Он прижался носом к стеклу, – мимо неслись серые стены, электрические провода, надписи… Поезд мчался к центру города, в низину. Лисовскому чудилось: на возвышенности, вокруг города, под беспросветным небом – толпы, толпы людей, глядящих вниз, на огни. Внизу – беспечность, легкомыслие, изящество, веселье (ох, хочу, хочу этого!), наверху – пристальные, беспощадные, широко расставленные глаза Жака… Мириады этих глаз светятся в темноте неумолимым превосходством, ненавистью… Ждут знака, ждут срока… (Ох, не хочу, не хочу!)
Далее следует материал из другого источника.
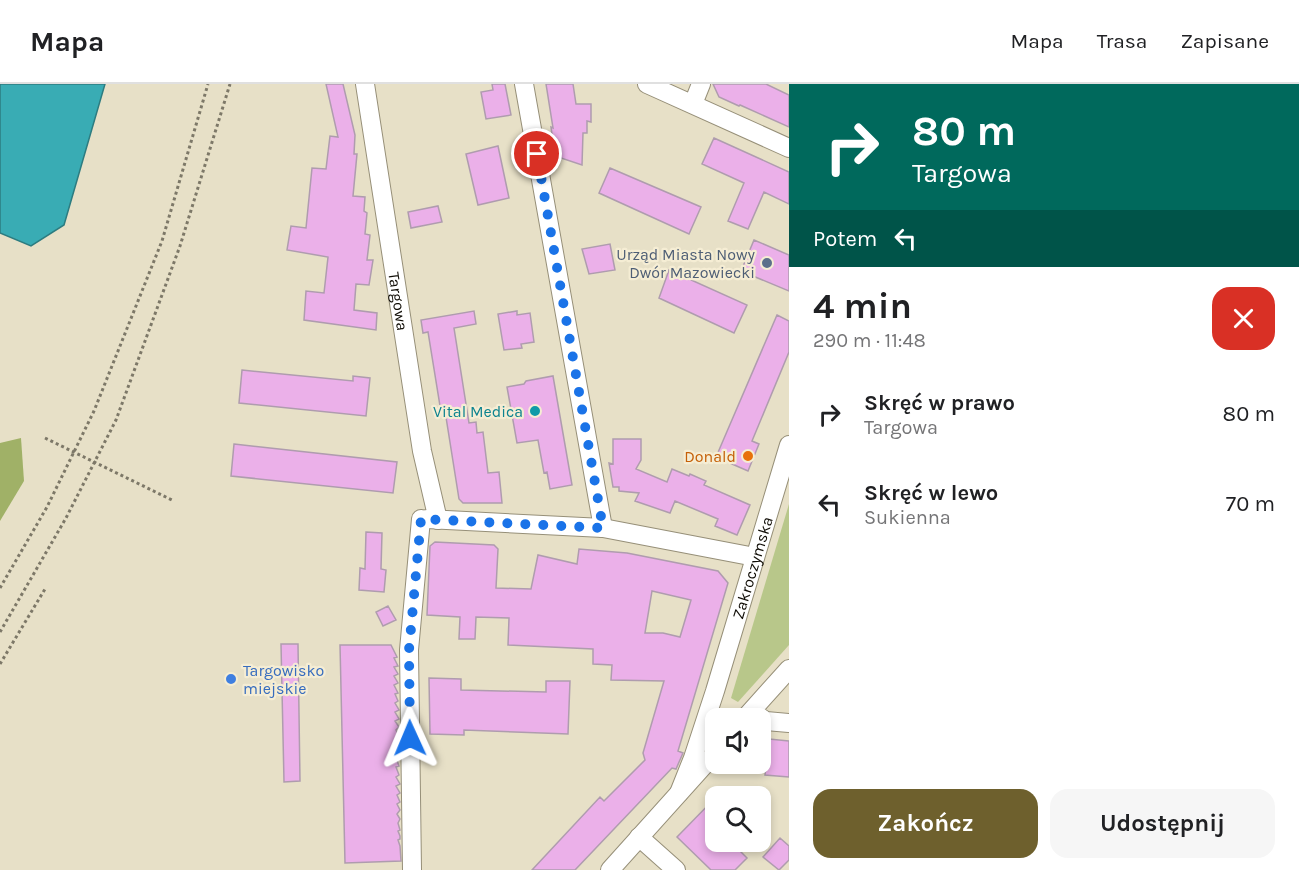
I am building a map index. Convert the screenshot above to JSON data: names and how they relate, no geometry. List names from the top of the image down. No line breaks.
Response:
{"streets":{"street":["Targowa","Zakroczymska"]},"places":["Urząd Miasta Nowy Dwór Mazowiecki","Vital Medica","Donald","Targowisko miejskie"],"page":{"header":"Mapa","nav":["Mapa","Trasa","Zapisane"],"turn":["80 m","Targowa"],"then":"Potem","heading":["4 min","290 m · 11:48"],"list":[{"name":"Skręć w prawo","note":"Targowa","value":"80 m"},{"name":"Skręć w lewo","note":"Sukienna","value":"70 m"}],"buttons":["Zakończ","Udostępnij"]}}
Нужно было стряхнуть наваждение. «Какого черта! Ничего еще плохого не случилось, – мир стоит, как и стоял…» Лисовский с отвращением подумал о своей постели. Пересчитал деньги, перелез с Норд-Зюйда на метрополитен и через десять минут вылез на площади Оперы.
На Больших бульварах было уже пустынно, театры окончились, гарсоны в кафе ставили столики на столики, гасили огни. Огромные серые дома с темными стеклами витрин казались вымершими. Лисовский стоял на перекрестке. По маслянистым торцам проносился иногда длинный лимузин или такси.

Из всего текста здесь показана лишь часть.